--- Listed entries ---

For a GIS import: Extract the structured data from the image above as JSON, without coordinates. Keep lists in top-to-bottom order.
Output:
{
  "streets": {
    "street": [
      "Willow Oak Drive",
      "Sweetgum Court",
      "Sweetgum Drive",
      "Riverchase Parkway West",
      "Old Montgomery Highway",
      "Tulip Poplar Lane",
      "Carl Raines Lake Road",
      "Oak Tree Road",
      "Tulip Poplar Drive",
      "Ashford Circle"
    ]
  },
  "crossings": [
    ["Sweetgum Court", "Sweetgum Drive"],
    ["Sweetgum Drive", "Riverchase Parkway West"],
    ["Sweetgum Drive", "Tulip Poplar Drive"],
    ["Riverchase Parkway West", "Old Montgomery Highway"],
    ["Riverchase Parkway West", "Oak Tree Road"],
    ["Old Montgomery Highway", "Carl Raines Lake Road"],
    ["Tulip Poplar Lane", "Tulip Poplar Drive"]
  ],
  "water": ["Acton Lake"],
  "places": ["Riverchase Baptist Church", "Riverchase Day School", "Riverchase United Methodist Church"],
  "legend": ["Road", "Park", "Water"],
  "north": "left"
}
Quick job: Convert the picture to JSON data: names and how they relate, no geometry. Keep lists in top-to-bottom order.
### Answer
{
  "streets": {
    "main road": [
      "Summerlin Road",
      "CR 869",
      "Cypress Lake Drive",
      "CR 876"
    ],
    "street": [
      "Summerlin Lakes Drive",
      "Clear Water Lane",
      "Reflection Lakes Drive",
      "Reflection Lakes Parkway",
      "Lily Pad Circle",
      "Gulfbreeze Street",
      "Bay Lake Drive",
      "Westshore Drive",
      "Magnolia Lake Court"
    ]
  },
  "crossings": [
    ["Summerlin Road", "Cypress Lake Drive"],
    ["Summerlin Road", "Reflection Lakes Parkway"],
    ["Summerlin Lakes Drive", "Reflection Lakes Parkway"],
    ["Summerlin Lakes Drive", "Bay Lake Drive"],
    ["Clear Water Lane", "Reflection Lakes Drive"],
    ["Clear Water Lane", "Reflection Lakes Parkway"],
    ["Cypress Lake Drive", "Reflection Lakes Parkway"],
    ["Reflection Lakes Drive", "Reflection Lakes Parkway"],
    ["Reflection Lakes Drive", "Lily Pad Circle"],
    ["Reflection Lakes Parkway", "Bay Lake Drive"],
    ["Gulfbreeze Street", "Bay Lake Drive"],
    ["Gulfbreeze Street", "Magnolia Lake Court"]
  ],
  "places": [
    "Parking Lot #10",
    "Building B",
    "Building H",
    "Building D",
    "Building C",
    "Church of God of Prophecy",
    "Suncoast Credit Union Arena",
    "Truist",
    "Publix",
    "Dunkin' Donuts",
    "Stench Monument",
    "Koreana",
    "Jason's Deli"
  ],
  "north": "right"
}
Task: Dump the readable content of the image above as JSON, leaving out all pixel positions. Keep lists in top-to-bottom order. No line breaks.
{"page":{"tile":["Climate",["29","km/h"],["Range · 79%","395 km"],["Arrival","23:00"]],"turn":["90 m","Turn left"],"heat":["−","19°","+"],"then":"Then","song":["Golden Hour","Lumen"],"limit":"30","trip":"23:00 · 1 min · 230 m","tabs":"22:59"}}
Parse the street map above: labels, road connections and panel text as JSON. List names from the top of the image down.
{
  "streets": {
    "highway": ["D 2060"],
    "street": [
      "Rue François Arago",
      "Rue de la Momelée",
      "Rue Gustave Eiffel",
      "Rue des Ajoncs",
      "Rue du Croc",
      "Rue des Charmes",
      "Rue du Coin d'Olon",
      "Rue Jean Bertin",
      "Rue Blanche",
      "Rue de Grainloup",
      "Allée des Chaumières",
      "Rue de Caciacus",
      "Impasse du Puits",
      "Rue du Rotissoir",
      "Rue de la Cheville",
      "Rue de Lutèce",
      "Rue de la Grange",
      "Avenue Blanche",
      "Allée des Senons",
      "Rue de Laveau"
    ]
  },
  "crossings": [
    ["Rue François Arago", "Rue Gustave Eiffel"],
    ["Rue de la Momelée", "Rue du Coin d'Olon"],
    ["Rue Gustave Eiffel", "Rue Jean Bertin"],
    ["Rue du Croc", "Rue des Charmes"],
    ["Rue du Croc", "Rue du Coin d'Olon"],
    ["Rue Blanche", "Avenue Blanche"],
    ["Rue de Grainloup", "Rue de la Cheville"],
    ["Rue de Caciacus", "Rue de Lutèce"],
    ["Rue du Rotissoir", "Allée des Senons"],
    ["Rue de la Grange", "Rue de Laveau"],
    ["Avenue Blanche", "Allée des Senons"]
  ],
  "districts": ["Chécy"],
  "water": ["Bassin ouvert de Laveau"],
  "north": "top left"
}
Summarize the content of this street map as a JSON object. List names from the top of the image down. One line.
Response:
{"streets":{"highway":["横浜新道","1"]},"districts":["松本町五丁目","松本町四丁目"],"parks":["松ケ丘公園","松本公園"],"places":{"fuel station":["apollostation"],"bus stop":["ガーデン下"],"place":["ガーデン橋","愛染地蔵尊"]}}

---

◆ **Problem statement**:
Retype the records above without changing a single word.

◆ **Solution for this task**:
For a GIS import: Extract the structured data from the image above as JSON, without coordinates. Keep lists in top-to-bottom order.
Output:
{
  "streets": {
    "street": [
      "Willow Oak Drive",
      "Sweetgum Court",
      "Sweetgum Drive",
      "Riverchase Parkway West",
      "Old Montgomery Highway",
      "Tulip Poplar Lane",
      "Carl Raines Lake Road",
      "Oak Tree Road",
      "Tulip Poplar Drive",
      "Ashford Circle"
    ]
  },
  "crossings": [
    ["Sweetgum Court", "Sweetgum Drive"],
    ["Sweetgum Drive", "Riverchase Parkway West"],
    ["Sweetgum Drive", "Tulip Poplar Drive"],
    ["Riverchase Parkway West", "Old Montgomery Highway"],
    ["Riverchase Parkway West", "Oak Tree Road"],
    ["Old Montgomery Highway", "Carl Raines Lake Road"],
    ["Tulip Poplar Lane", "Tulip Poplar Drive"]
  ],
  "water": ["Acton Lake"],
  "places": ["Riverchase Baptist Church", "Riverchase Day School", "Riverchase United Methodist Church"],
  "legend": ["Road", "Park", "Water"],
  "north": "left"
}
Quick job: Convert the picture to JSON data: names and how they relate, no geometry. Keep lists in top-to-bottom order.
### Answer
{
  "streets": {
    "main road": [
      "Summerlin Road",
      "CR 869",
      "Cypress Lake Drive",
      "CR 876"
    ],
    "street": [
      "Summerlin Lakes Drive",
      "Clear Water Lane",
      "Reflection Lakes Drive",
      "Reflection Lakes Parkway",
      "Lily Pad Circle",
      "Gulfbreeze Street",
      "Bay Lake Drive",
      "Westshore Drive",
      "Magnolia Lake Court"
    ]
  },
  "crossings": [
    ["Summerlin Road", "Cypress Lake Drive"],
    ["Summerlin Road", "Reflection Lakes Parkway"],
    ["Summerlin Lakes Drive", "Reflection Lakes Parkway"],
    ["Summerlin Lakes Drive", "Bay Lake Drive"],
    ["Clear Water Lane", "Reflection Lakes Drive"],
    ["Clear Water Lane", "Reflection Lakes Parkway"],
    ["Cypress Lake Drive", "Reflection Lakes Parkway"],
    ["Reflection Lakes Drive", "Reflection Lakes Parkway"],
    ["Reflection Lakes Drive", "Lily Pad Circle"],
    ["Reflection Lakes Parkway", "Bay Lake Drive"],
    ["Gulfbreeze Street", "Bay Lake Drive"],
    ["Gulfbreeze Street", "Magnolia Lake Court"]
  ],
  "places": [
    "Parking Lot #10",
    "Building B",
    "Building H",
    "Building D",
    "Building C",
    "Church of God of Prophecy",
    "Suncoast Credit Union Arena",
    "Truist",
    "Publix",
    "Dunkin' Donuts",
    "Stench Monument",
    "Koreana",
    "Jason's Deli"
  ],
  "north": "right"
}
Task: Dump the readable content of the image above as JSON, leaving out all pixel positions. Keep lists in top-to-bottom order. No line breaks.
{"page":{"tile":["Climate",["29","km/h"],["Range · 79%","395 km"],["Arrival","23:00"]],"turn":["90 m","Turn left"],"heat":["−","19°","+"],"then":"Then","song":["Golden Hour","Lumen"],"limit":"30","trip":"23:00 · 1 min · 230 m","tabs":"22:59"}}
Parse the street map above: labels, road connections and panel text as JSON. List names from the top of the image down.
{
  "streets": {
    "highway": ["D 2060"],
    "street": [
      "Rue François Arago",
      "Rue de la Momelée",
      "Rue Gustave Eiffel",
      "Rue des Ajoncs",
      "Rue du Croc",
      "Rue des Charmes",
      "Rue du Coin d'Olon",
      "Rue Jean Bertin",
      "Rue Blanche",
      "Rue de Grainloup",
      "Allée des Chaumières",
      "Rue de Caciacus",
      "Impasse du Puits",
      "Rue du Rotissoir",
      "Rue de la Cheville",
      "Rue de Lutèce",
      "Rue de la Grange",
      "Avenue Blanche",
      "Allée des Senons",
      "Rue de Laveau"
    ]
  },
  "crossings": [
    ["Rue François Arago", "Rue Gustave Eiffel"],
    ["Rue de la Momelée", "Rue du Coin d'Olon"],
    ["Rue Gustave Eiffel", "Rue Jean Bertin"],
    ["Rue du Croc", "Rue des Charmes"],
    ["Rue du Croc", "Rue du Coin d'Olon"],
    ["Rue Blanche", "Avenue Blanche"],
    ["Rue de Grainloup", "Rue de la Cheville"],
    ["Rue de Caciacus", "Rue de Lutèce"],
    ["Rue du Rotissoir", "Allée des Senons"],
    ["Rue de la Grange", "Rue de Laveau"],
    ["Avenue Blanche", "Allée des Senons"]
  ],
  "districts": ["Chécy"],
  "water": ["Bassin ouvert de Laveau"],
  "north": "top left"
}
Summarize the content of this street map as a JSON object. List names from the top of the image down. One line.
Response:
{"streets":{"highway":["横浜新道","1"]},"districts":["松本町五丁目","松本町四丁目"],"parks":["松ケ丘公園","松本公園"],"places":{"fuel station":["apollostation"],"bus stop":["ガーデン下"],"place":["ガーデン橋","愛染地蔵尊"]}}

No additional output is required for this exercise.